**What you need to do**
Locate, in the data below, the line that contains "margin:0; padding:0; list-style:none" and the line that contains "display:grid; grid-template-columns:26px 1fr"; reproduce exactly those two lines and every line between them, nothing more.

**Exercise data**
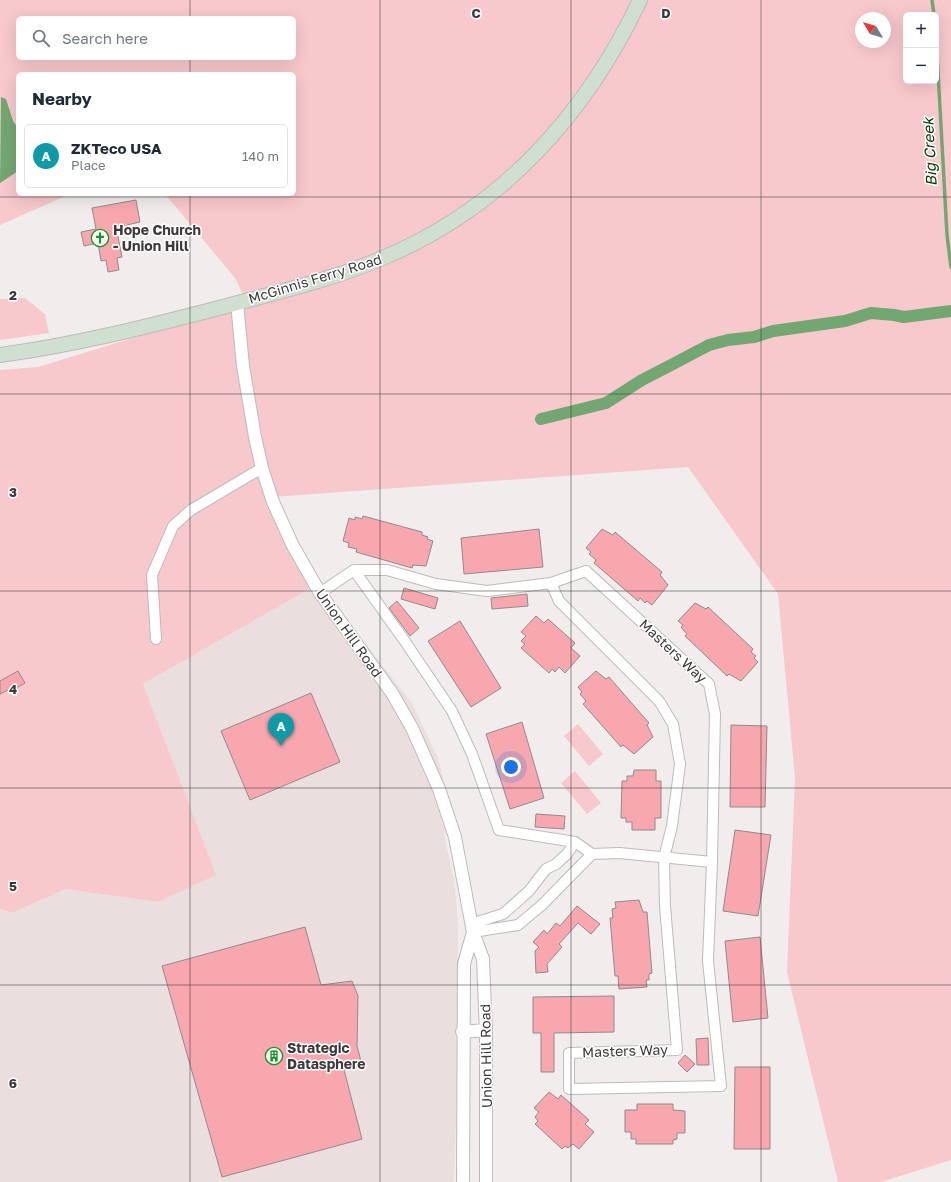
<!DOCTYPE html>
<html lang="en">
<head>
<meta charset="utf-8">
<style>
  :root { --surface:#fff; --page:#f2f2f3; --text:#1f2937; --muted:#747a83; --line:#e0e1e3; --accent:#199322 }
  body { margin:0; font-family:"Golos Text",sans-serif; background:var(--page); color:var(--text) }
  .controls { position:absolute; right:12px; top:12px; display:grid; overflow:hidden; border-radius:6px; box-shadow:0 4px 16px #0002 }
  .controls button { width:36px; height:36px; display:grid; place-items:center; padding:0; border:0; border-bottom:1px solid var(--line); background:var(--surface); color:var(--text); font:20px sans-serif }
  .compass { position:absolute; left:855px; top:12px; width:36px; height:36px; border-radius:50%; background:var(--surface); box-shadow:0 4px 16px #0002; rotate:308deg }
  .you { position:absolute; left:511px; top:767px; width:14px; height:14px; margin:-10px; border:3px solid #fff; border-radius:50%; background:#1a73e8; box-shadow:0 0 0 6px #1a73e833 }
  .badge { display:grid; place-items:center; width:26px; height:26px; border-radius:50%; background:var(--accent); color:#fff; font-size:13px; font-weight:700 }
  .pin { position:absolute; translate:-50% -33px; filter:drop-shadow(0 1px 2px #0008) }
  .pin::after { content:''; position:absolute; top:21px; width:14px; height:12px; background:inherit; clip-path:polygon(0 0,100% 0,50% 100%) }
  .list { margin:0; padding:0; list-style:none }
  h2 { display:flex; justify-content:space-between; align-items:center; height:52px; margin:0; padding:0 16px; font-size:17px }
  h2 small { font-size:13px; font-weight:400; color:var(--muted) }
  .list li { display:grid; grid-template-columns:26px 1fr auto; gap:12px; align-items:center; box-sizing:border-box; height:64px; margin:0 8px 8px; padding:0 8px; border:1px solid var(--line); border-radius:6px }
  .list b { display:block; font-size:15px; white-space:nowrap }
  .list p { margin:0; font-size:13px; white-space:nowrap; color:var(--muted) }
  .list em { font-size:13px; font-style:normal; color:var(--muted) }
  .icon { flex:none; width:22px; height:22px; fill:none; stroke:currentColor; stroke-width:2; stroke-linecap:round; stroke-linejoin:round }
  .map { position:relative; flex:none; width:951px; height:1182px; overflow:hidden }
  .search { position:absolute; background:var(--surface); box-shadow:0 4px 16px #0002; left:16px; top:16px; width:280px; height:44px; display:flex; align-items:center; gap:10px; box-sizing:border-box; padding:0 14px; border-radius:6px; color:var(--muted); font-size:15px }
  .panel { position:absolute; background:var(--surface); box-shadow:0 4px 16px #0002; left:16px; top:72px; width:280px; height:124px; border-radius:6px }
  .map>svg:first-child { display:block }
  .built { fill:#ebdedf }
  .green { fill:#f7c8cc; fill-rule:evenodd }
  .water { fill:#73a771 }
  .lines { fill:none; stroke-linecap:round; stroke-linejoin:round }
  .stream { stroke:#73a771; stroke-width:3.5 }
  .canal { stroke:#73a771; stroke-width:12 }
  .building { fill:#f8a7af; stroke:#908b8b }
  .minor-casing { stroke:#bfbaba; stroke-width:12 }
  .tertiary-casing { stroke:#bfbaba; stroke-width:14 }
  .secondary-casing { stroke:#bfbaba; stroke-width:16 }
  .minor { stroke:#fff; stroke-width:10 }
  .tertiary { stroke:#fff; stroke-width:12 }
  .secondary { stroke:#d0e0d0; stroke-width:14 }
  .grid { fill:none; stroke:#3c3a3a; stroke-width:1; stroke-opacity:0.55 }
  .labels { text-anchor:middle; stroke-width:3; stroke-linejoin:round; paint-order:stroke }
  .poi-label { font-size:14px; font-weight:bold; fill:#3c3a3a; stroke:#fff; text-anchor:start }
  .street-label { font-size:14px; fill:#3c3a3a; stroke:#fff }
  .water-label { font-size:15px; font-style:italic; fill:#003c04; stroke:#fff }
  .grid-label { font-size:13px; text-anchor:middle; font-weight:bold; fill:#3c3a3a; stroke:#fff; stroke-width:3; stroke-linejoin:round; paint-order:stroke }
</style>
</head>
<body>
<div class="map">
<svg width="951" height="1182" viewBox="0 0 951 1182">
  <rect width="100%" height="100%" fill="#f2eded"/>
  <path class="built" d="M318,584L412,703L438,758L449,801L441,819L442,825H444L445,839L454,879L458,922V1060L454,1182H0V909L12,913L66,889L158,902L215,875L143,684Z"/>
  <path class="green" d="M0,0H951V1160L881,1182H838L787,972L795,778L778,594L688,467L273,497L318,584L143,684L216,875L158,902L66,889L12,913L0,909V370L38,367L247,303L235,278L165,194H294V74H18V194H70L0,225ZM906,15H936V81H906ZM18,18H294V58H18ZM861,18H885V42H861Z
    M25,298L45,314L49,333L0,340V299Z
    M578,724L603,754L589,766L564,736Z
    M575,771L601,803L587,814L561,783Z"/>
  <path class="water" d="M1,97L6,99L13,121L18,128V171L0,183Z"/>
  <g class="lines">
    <path class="stream" d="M932,0L934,15
      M936,35L947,235L951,267"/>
    <path class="canal" d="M541,419L606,403L642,380L673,364L709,345L728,340L754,337L773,331L845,321L871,313L894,315L904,317L951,311"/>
  </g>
  <path class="building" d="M136,200L140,222L127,225L128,230L117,232L122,257L117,258L119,270L108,272L106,260L101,261L98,243L84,246L81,232L96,229L92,208Z
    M363,516L422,532V535L428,537L427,539L433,541L426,566L413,565L412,568L356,552L357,549L348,547L349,543L343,541L349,518L355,520V517L362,519Z
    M539,529L543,567L464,574L461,538Z
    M602,529L613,535L615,532L662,572L660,575L668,585L652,605L647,601L645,603L640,598L638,601L594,563L596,560L589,554L591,552L586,548Z
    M404,588L438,598L435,609L401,599Z
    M527,594L528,606L492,609L491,598Z
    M397,601L419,628L410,636L389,608Z
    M695,603L706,609L708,607L753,649L751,652L756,656L754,658L758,662L741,681L729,674L727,676L685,636L687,634L681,627L683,625L678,621Z
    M536,616L544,623L548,619L575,643L571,648L580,656L565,673L559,667L555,672L552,669L549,673L521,648L525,644L521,641L526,636L521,632Z
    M460,621L501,688L471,707L428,641Z
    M18,671L25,683L11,691L10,689L0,694V681Z
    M596,671L606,679L609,677L649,723L647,725L653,737L634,754L623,745L621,747L583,704L586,701L580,694L582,692L578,687Z
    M311,693L340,762L250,800L221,731Z
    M522,722L544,798L510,809L486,734Z
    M731,725L767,726L765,807H730Z
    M634,770H656V781H661V818H655V830H632V822H626V818H621L622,781H627V776H633Z
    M536,814L565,816L564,829L535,827Z
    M735,830L771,835L758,916L723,911Z
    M639,900L643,912H647L652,973L649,974V980H646L647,987L619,989L618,976H615L610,918H613L612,909L616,908L615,902Z
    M577,906L600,924L591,934L578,923L559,944L562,947L547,964L548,972L536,973L535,951L539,947L533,942L544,930L547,934L556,923L560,926Z
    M305,927L321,985L352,981L358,996L357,1046L362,1065L344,1070L362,1139L222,1177L162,966Z
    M760,937L768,1018L733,1022L725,941Z
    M614,996V1032L554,1033V1072H541V1033H533V997Z
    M708,1038L709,1065H697L696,1039Z
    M685,1055L695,1064L687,1072L678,1063Z
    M735,1067H770V1149H734Z
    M549,1092L558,1099L561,1095L589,1120L585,1124L594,1132L579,1149L573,1144L568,1148L565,1146L562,1149L535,1124L538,1121L535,1117L539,1112L534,1108Z
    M637,1104H673V1110L685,1111V1133H677V1139L673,1140V1144H636V1139H631V1132H625V1110H637Z"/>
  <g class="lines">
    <defs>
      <path id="minor" d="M354,570L404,640L452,711L472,754L499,830L575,842L592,854L619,853L712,862
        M320,593L354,570H387L436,584L487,591L551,583L586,571L709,684L715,714L712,862L708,961L721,1086L569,1089V1053L677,1050L665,906L664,858L672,826L680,764L673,724L659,701L559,601L551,583
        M156,639L152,575L173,526L191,510L262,468
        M471,924L503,914L529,891L546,869L556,864L567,854L575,842
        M473,932L518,925L542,905L592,854"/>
      <path id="tertiary" d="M237,303L243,366L255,437L262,468L273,502L293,546L320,593L392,693L412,728L439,789L455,837L473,932L483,959L486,1033V1182
        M462,1032L486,1030
        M463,1182L464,964L473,932"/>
      <path id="secondary" d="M0,355C74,345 146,327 219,308C274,293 332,280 385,257C503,207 586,114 640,0"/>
    </defs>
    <use href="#minor" class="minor-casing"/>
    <use href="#tertiary" class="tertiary-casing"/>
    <use href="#secondary" class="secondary-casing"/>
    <use href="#minor" class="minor"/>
    <use href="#tertiary" class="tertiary"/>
    <use href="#secondary" class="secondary"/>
  </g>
  <path class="grid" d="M190,0V18M380,0V1182M571,0V1182M761,0V1182M190,58V74M190,194V1182M0,197H951M0,394H951M0,591H951M0,788H951M0,985H951"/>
  <defs>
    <symbol id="church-ring" viewBox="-11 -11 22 22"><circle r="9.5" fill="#fff" stroke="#199322" stroke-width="1.5"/><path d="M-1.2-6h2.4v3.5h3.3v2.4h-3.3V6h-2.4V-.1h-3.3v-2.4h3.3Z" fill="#199322"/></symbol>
    <symbol id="building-ring" viewBox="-11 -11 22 22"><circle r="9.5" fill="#fff" stroke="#199322" stroke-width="1.5"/><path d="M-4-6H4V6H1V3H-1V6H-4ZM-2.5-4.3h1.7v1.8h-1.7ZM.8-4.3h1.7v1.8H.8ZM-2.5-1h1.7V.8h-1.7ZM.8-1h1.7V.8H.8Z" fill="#199322"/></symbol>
  </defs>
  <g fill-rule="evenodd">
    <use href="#church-ring" x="90" y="228" width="20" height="20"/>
    <use href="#building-ring" x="264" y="1046" width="20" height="20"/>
  </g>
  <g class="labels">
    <g class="poi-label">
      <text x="113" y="235">Hope Church<tspan x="113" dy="16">- Union Hill</tspan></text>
      <text x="287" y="1053">Strategic<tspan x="287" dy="16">Datasphere</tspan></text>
    </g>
    <g class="street-label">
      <text transform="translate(315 279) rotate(-17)" y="5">McGinnis Ferry Road</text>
      <text transform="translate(349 633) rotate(55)" y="5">Union Hill Road</text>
      <text transform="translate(673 651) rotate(43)" y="5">Masters Way</text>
      <text transform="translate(625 1051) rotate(-2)" y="5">Masters Way</text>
      <text transform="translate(486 1056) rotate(-91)" y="5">Union Hill Road</text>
    </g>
    <g class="water-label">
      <text transform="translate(930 152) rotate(-93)" y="5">Big Creek</text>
    </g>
  </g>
  <g class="grid-label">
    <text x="476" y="18">C</text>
    <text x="666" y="18">D</text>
    <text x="13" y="300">2</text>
    <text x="13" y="497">3</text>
    <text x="13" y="694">4</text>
    <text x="13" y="891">5</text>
    <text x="13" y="1088">6</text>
  </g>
</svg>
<div class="controls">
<button>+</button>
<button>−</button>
</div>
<svg class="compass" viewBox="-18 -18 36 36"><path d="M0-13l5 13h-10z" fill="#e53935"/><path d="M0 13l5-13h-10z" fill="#747a83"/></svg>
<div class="you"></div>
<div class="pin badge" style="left:281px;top:746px;background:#0f9aa8">A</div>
<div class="search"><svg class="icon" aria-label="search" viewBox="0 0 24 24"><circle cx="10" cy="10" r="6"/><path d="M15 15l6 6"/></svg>Search here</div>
<section class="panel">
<h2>Nearby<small></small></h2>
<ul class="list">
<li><span class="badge" style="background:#0f9aa8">A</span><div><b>ZKTeco USA</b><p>Place</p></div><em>140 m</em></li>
</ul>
</section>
</div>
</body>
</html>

**Your solution**
  .list { margin:0; padding:0; list-style:none }
  h2 { display:flex; justify-content:space-between; align-items:center; height:52px; margin:0; padding:0 16px; font-size:17px }
  h2 small { font-size:13px; font-weight:400; color:var(--muted) }
  .list li { display:grid; grid-template-columns:26px 1fr auto; gap:12px; align-items:center; box-sizing:border-box; height:64px; margin:0 8px 8px; padding:0 8px; border:1px solid var(--line); border-radius:6px }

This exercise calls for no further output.